> _The data_:
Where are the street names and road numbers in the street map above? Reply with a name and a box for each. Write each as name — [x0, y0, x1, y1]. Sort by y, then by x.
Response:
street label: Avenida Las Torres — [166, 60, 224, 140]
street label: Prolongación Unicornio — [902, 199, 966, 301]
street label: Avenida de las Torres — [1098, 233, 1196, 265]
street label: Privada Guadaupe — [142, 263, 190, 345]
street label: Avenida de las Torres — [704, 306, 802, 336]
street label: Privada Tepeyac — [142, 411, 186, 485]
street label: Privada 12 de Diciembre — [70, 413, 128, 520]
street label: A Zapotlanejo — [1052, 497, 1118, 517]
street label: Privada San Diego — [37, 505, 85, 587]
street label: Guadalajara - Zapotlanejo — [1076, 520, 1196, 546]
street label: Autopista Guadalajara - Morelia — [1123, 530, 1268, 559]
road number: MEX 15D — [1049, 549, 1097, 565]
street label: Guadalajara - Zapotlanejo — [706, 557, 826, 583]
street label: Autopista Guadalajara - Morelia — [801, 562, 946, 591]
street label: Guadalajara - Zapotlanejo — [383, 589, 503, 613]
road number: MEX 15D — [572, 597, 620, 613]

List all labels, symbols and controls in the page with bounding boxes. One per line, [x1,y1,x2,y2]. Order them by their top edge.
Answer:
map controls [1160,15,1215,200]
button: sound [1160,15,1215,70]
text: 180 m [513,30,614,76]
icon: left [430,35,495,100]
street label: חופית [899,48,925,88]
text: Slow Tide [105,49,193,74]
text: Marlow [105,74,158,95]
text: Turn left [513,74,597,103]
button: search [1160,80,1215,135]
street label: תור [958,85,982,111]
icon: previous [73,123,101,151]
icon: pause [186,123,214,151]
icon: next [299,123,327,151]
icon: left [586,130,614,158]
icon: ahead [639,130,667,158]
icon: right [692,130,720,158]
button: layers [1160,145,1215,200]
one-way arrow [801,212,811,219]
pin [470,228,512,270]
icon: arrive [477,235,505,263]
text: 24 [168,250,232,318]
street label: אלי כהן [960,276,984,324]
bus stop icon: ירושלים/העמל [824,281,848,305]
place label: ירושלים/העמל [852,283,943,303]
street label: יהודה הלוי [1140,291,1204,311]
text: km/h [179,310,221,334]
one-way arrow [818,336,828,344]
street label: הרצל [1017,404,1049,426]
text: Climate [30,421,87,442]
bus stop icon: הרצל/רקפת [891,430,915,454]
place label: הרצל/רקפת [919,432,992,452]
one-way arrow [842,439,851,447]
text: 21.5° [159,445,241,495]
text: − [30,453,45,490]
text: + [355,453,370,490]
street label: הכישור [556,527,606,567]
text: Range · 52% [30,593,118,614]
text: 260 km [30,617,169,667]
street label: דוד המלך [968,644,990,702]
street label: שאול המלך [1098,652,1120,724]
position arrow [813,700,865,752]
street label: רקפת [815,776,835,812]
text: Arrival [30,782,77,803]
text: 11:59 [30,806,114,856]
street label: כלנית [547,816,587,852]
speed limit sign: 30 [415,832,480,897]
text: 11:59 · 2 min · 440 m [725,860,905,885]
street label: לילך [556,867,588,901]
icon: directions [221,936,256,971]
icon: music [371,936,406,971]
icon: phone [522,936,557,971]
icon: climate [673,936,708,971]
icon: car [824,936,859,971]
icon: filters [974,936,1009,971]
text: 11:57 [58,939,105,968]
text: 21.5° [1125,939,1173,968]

---

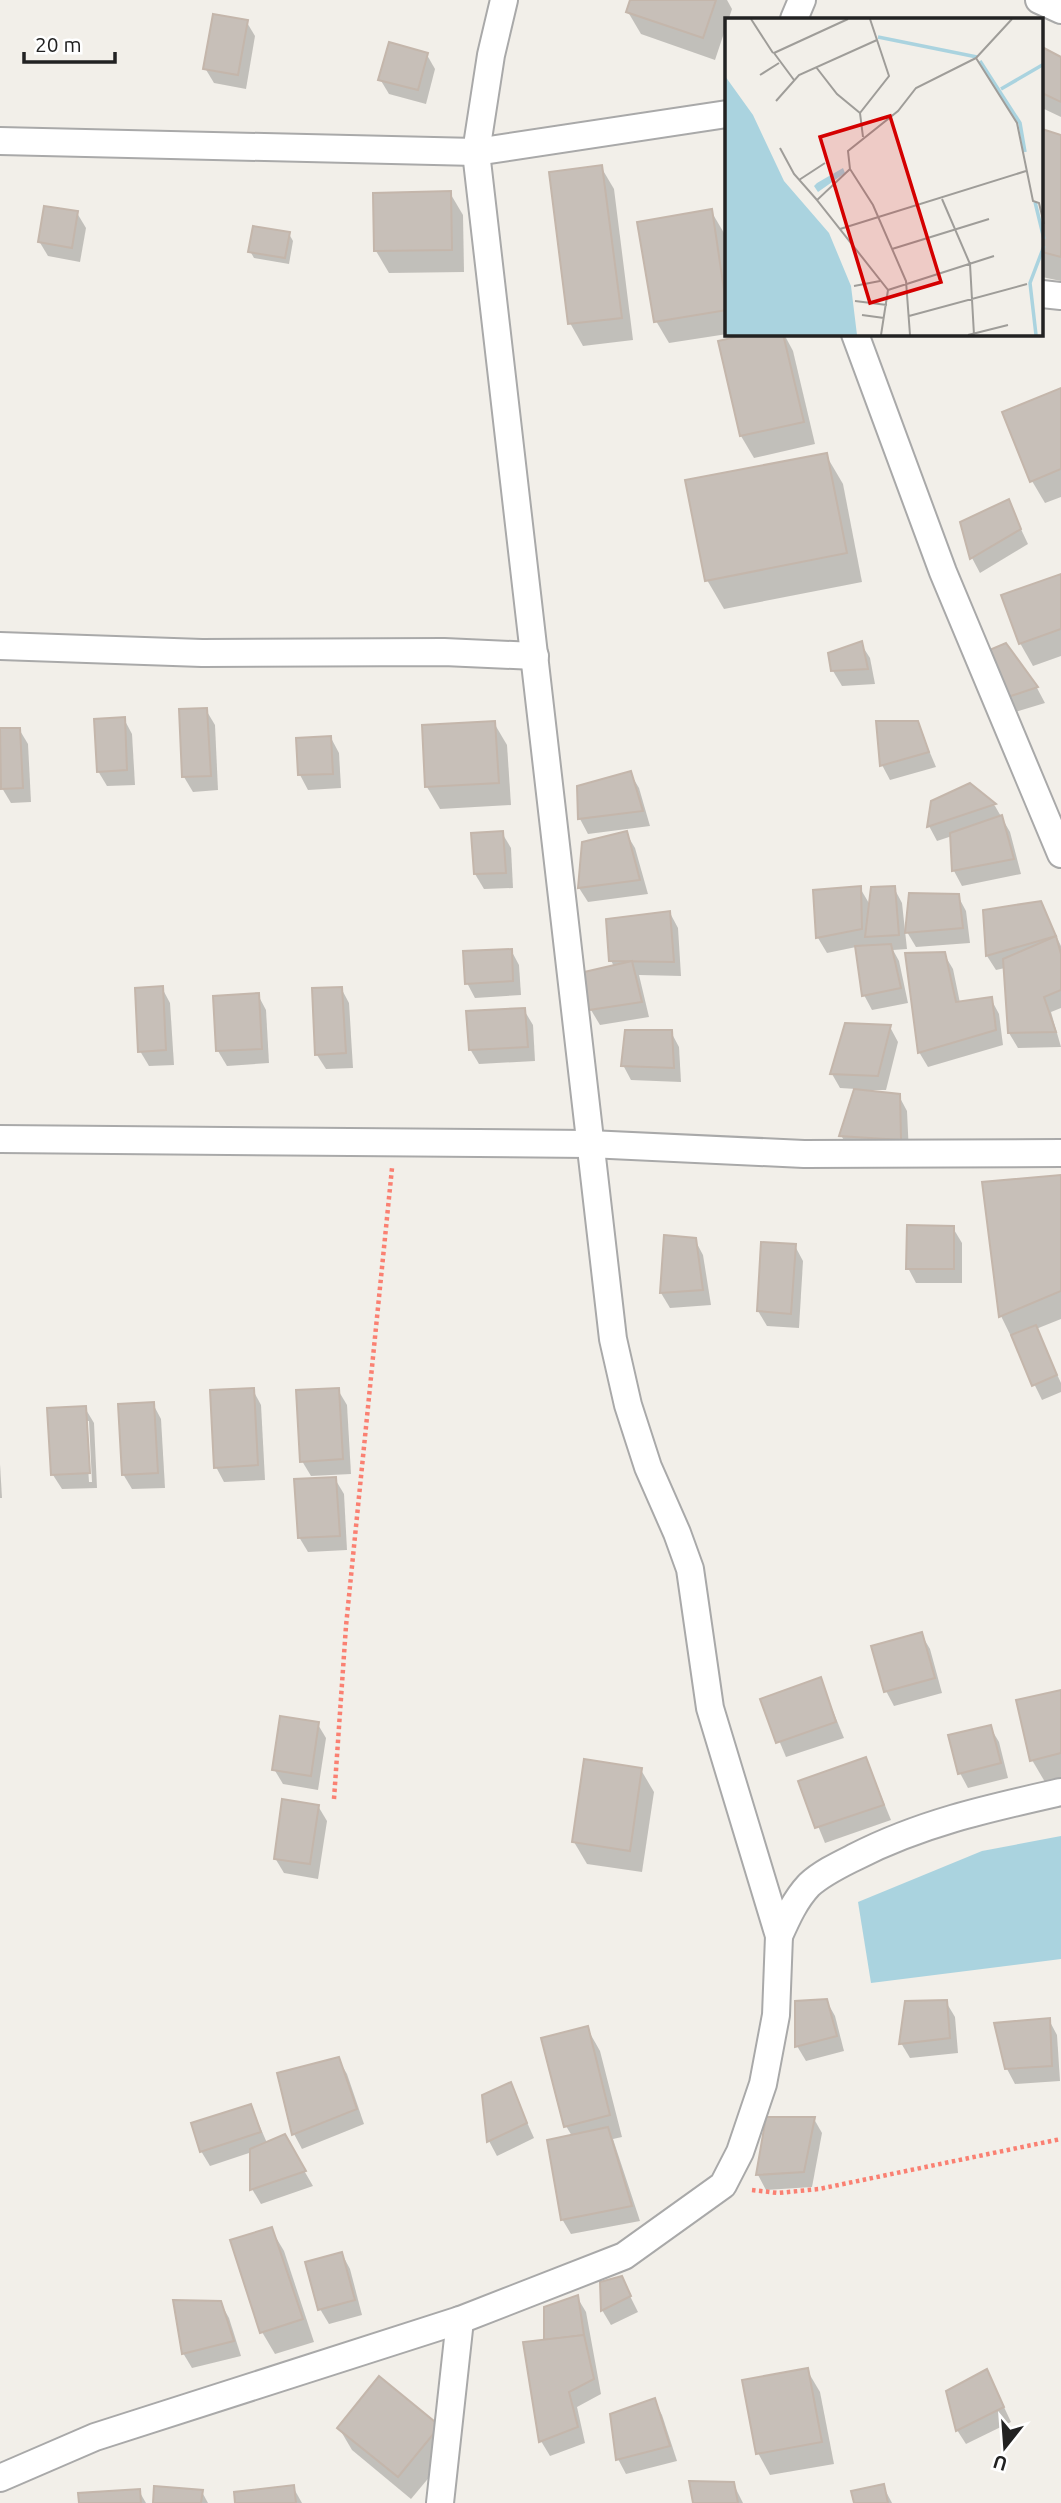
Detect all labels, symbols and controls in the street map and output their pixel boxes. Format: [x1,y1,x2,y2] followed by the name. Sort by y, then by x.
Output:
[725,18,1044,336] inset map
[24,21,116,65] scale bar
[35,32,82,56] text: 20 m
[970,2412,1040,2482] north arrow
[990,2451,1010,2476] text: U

---

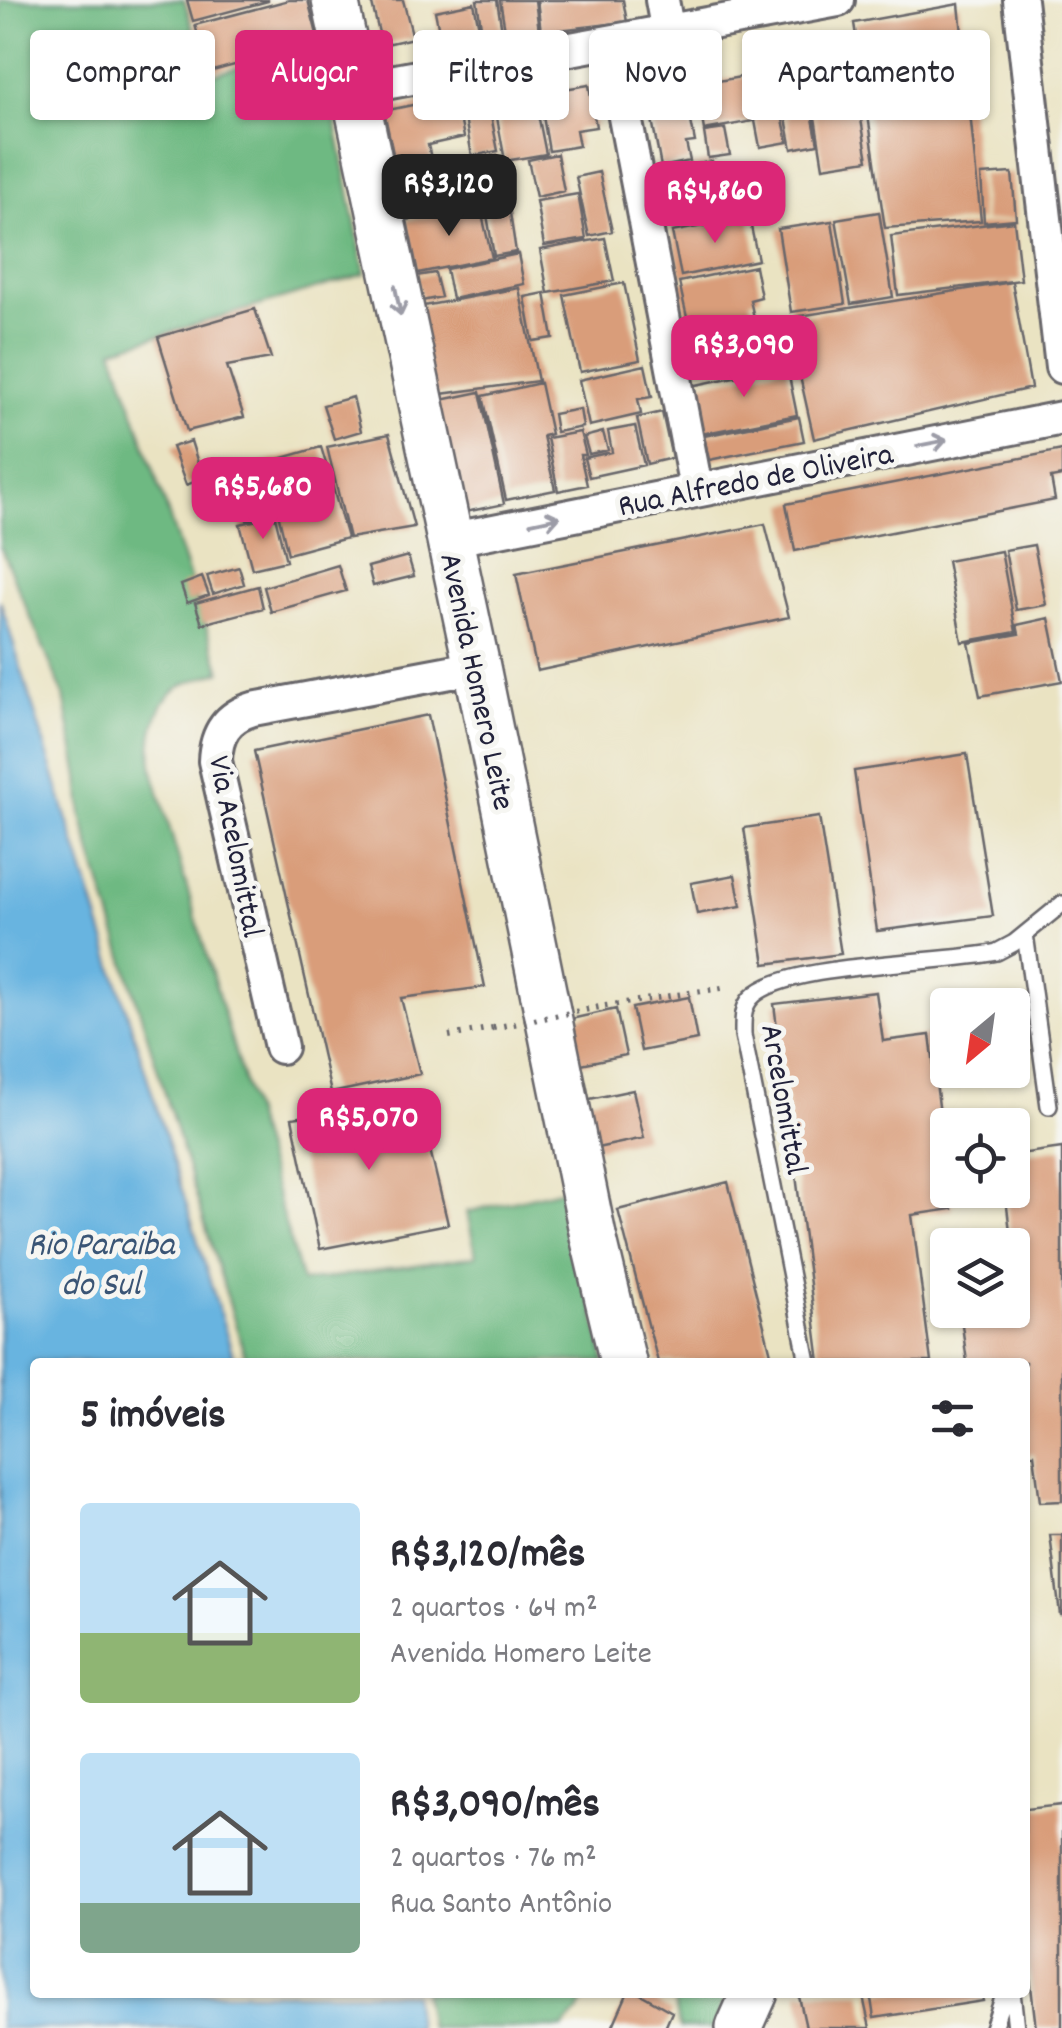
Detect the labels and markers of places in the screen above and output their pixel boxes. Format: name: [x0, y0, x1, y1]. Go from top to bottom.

> _What you should do_: Where the word "labels" shows up in a line of the entries above, copy that line.

> _Reply_:
List all labels, symbols and controls in the page with bounding boxes. One per line, [x1,y1,x2,y2]. Order them by their top edge.
Detect all labels, symbols and controls in the street map and output their pixel boxes. Format: [x1,y1,x2,y2] followed by the name. Sort by y, then by x.
Detect the labels and markers of places in the screen above and output their pixel boxes. Format: name: [x0, y0, x1, y1]. Go from top to bottom.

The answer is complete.